Вот ради этого большого балкона и прекрасного вида с него он и купил эту квартиру в новом доме на окраине города, продав свою небольшую в центре. Рядом с домом текла река, а за ней – поля и леса. И весь горизонт открыт. И весь горизонт открыт! Огромные стаи черных птиц утром и вечером пролетали над домом и своим гамом заставляли всех людей с какой-то тревогой поднимать головы вверх. Олег на балконе завтракал, обедал, читал, писал, мечтал, пил вино, ругал себя за выпитое вино, считал, сколько ему еще осталось жить и сколько и чего он еще сможет сделать за это время.
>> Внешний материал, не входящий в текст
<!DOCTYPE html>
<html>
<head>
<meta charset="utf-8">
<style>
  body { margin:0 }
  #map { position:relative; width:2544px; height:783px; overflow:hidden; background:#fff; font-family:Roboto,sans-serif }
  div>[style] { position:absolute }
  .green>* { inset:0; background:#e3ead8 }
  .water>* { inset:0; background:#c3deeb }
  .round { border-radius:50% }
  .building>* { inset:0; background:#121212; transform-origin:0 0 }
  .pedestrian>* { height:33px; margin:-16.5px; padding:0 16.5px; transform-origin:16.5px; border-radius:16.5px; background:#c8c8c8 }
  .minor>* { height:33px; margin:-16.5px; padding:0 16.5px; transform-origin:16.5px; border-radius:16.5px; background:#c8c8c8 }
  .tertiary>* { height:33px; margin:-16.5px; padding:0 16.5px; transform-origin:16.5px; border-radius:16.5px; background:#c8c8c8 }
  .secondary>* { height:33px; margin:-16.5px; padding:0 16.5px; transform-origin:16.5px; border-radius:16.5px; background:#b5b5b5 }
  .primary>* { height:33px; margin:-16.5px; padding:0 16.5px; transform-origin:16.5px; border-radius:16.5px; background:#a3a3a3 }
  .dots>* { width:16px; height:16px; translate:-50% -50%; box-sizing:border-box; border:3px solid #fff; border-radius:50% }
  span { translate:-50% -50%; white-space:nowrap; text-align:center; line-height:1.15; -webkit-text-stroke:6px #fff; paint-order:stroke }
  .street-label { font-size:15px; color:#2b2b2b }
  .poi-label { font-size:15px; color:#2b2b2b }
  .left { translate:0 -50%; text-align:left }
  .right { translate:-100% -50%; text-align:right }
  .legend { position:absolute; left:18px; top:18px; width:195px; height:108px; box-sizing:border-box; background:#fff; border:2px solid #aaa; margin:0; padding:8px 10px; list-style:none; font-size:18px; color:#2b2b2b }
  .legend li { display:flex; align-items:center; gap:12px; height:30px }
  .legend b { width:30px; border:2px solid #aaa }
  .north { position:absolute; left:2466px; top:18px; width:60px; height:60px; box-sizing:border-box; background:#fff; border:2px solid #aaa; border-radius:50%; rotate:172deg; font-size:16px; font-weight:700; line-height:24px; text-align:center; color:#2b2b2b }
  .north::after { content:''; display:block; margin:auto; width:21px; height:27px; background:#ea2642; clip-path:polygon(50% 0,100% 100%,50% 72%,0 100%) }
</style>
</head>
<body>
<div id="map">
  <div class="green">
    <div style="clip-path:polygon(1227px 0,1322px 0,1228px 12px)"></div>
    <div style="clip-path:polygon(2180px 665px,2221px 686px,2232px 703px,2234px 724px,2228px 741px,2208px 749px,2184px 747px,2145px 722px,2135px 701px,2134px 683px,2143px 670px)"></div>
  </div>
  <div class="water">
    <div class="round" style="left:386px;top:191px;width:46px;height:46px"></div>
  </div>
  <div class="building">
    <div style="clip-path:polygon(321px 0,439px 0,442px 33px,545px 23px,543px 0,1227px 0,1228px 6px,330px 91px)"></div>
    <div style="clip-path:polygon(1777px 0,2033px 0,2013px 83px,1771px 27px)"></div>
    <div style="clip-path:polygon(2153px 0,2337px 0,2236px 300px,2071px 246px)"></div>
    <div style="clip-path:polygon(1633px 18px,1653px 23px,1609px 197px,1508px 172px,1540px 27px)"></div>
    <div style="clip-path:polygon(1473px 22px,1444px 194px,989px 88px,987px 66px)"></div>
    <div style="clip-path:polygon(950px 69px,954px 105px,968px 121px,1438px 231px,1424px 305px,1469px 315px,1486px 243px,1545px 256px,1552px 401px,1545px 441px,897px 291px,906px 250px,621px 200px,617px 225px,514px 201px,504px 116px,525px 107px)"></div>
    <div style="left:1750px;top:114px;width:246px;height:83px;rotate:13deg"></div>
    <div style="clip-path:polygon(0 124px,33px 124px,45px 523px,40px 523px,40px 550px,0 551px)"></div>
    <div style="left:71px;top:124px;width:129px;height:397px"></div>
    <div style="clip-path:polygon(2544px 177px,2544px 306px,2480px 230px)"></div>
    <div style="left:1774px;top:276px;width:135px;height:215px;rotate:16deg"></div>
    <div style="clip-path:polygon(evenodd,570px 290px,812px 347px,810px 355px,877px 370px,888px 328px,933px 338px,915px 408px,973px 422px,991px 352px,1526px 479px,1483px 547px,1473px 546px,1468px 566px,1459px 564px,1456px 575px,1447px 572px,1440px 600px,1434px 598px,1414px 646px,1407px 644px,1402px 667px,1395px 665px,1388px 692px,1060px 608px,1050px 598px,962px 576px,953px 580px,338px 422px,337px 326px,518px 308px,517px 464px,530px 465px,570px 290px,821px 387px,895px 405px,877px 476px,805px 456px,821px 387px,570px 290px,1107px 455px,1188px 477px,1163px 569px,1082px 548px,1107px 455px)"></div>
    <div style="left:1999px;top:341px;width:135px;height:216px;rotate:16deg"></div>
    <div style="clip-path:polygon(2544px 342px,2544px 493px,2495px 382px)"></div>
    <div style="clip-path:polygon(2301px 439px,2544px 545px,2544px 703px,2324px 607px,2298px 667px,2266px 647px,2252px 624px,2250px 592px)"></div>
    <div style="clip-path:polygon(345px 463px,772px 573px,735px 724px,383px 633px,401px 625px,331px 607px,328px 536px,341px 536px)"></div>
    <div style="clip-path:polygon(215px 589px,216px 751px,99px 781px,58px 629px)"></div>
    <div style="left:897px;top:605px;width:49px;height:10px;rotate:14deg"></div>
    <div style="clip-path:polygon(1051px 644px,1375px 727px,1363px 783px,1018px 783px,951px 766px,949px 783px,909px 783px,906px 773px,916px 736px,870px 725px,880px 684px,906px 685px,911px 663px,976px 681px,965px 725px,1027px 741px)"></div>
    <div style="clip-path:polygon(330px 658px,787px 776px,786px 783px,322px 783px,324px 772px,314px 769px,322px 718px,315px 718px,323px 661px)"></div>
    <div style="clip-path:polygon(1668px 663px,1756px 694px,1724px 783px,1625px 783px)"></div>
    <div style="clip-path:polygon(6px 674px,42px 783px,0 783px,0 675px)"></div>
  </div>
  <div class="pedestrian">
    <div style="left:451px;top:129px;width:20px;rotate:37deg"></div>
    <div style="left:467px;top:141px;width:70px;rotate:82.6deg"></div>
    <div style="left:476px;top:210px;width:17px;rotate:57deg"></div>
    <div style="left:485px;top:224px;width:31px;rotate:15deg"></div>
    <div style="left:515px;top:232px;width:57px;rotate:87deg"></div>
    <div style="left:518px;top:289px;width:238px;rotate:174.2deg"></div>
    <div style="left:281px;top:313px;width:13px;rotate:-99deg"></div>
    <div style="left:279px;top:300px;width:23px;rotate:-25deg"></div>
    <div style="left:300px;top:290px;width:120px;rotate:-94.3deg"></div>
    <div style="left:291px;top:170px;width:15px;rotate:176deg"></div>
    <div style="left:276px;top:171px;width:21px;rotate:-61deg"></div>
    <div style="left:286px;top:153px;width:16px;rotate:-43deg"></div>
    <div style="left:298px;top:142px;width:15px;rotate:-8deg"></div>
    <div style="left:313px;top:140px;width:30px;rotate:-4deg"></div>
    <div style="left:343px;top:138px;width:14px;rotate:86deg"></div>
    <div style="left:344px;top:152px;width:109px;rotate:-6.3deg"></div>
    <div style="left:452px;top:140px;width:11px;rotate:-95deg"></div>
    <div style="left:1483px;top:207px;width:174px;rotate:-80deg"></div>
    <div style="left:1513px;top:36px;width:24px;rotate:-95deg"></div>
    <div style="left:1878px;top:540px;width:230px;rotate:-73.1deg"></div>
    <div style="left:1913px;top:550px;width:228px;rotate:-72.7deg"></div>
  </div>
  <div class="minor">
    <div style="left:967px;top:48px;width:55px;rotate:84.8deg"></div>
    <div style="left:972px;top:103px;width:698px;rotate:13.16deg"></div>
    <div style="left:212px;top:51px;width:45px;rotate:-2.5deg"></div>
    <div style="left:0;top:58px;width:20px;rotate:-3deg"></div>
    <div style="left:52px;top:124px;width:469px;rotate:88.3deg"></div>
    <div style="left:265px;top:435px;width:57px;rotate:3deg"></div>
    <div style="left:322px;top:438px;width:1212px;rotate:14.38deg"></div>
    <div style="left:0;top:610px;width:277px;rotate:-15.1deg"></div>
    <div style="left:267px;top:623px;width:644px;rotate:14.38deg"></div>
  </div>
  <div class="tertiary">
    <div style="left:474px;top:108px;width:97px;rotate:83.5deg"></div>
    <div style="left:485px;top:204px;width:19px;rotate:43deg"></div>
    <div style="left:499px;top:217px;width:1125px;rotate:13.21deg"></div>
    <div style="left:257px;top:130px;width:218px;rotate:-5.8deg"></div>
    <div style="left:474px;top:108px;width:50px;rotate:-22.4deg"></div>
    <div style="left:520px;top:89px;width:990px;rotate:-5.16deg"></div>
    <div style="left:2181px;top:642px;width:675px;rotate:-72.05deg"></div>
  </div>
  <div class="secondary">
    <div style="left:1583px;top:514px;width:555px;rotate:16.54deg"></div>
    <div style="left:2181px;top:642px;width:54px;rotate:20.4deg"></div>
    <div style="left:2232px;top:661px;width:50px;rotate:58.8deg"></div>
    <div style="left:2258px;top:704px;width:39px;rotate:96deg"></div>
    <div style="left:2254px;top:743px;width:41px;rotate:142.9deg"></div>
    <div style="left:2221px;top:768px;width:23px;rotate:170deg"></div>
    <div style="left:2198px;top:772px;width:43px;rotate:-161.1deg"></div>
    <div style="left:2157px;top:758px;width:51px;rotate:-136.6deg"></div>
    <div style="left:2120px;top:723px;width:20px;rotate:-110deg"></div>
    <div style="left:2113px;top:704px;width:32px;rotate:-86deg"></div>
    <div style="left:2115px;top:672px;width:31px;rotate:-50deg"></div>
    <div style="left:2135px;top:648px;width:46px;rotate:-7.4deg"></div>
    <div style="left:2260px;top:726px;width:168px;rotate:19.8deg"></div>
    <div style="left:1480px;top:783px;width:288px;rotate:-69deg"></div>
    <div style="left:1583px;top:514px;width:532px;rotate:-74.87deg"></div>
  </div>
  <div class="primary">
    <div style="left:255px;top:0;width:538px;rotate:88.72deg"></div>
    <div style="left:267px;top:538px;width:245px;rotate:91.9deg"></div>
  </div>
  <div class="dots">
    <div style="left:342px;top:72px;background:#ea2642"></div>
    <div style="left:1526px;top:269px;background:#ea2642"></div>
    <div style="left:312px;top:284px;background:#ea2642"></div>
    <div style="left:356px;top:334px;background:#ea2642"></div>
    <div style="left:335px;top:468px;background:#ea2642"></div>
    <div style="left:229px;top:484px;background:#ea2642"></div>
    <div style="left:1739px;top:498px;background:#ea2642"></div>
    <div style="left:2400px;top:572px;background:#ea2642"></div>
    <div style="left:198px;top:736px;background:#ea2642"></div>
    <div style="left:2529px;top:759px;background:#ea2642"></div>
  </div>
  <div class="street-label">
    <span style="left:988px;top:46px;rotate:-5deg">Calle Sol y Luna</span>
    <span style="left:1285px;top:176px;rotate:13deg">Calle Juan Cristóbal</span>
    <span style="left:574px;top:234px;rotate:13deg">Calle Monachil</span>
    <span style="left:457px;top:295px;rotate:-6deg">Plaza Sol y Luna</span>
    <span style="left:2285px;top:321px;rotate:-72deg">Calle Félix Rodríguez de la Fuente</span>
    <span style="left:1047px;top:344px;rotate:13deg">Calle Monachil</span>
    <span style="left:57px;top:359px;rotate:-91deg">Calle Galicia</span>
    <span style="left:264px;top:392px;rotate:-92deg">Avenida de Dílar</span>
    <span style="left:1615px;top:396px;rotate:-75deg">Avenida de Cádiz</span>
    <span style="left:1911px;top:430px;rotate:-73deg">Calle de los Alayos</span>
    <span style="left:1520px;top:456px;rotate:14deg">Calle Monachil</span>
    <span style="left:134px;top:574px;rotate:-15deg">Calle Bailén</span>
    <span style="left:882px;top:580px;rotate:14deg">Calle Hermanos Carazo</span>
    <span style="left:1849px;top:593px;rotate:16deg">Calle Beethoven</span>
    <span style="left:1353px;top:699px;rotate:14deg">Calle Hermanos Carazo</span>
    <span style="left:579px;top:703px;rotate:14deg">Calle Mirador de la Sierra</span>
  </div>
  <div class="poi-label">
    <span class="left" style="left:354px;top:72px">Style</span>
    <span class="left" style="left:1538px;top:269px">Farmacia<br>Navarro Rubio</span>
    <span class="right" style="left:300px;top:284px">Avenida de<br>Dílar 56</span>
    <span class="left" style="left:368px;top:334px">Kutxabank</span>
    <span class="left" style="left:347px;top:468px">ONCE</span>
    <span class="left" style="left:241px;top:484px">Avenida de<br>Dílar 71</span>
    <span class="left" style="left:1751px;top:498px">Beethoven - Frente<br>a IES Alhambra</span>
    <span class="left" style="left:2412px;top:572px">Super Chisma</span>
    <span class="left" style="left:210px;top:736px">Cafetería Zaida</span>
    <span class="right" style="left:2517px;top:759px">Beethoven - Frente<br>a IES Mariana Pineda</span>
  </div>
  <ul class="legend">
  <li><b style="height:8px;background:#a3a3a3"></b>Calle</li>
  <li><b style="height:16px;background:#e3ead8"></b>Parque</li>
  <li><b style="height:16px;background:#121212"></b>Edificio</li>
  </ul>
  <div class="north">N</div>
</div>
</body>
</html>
А иногда он засыпал на балконе под утро, когда уже очень ранние птички начинали свой щебет. И ему становилось от этого спокойно: и этот день, и завтрашний, и послезавтрашний пройдут – и утром у реки обязательно будет слышен этот вечный утренний птичий щебет. Радуйся этому – ты даже можешь жить только ради этого. А вечером ты будешь смотреть на закат солнца и ублажать свое чрево. И опять сдвинешь с маленького столика винной бутылкой томик Ницше, потом поднимешь его и начнешь читать на случайно раскрытой странице слова Заратустры: «Я ранен своим счастьем: все страдающие должны быть моими врачами»… И почувствуешь свою какую-то причастность к этим словам, и уже очень осторожно поставишь бутылку на столик.

Олег держал в руке винную бутылку, она была еще достаточно тяжелой. За окном полуденное солнце и шумная жизнь города. И никто на тебя не смотрит, и никто тебя не слышит – им всем просто не до тебя. И он обратился к маленькому-маленькому человеку на узкой тропинке у реки в детской коляске, своему соседу, перед которым висели разноцветные шарики «Каждый охотник желает знать, где сидит фазан»:

– Аркадий, за последние десять лет не помню, чтоб кому-то в чем-то отказал. А, может, меня просто уже никто не просит о помощи, только: «Приди, умираю от одиночества и не с кем выпить вина. Совсем не пишется. Совсем не пишется. Ха-ха-ха!» Ха-ха-ха! Или они могут сказать, что если он у нас ничего не просит, то как мы будем просить у него. А я всегда пытаюсь дать больше, чем просят. Нет, а ты попробуй отдать все… Ха-ха-ха! Попробуй!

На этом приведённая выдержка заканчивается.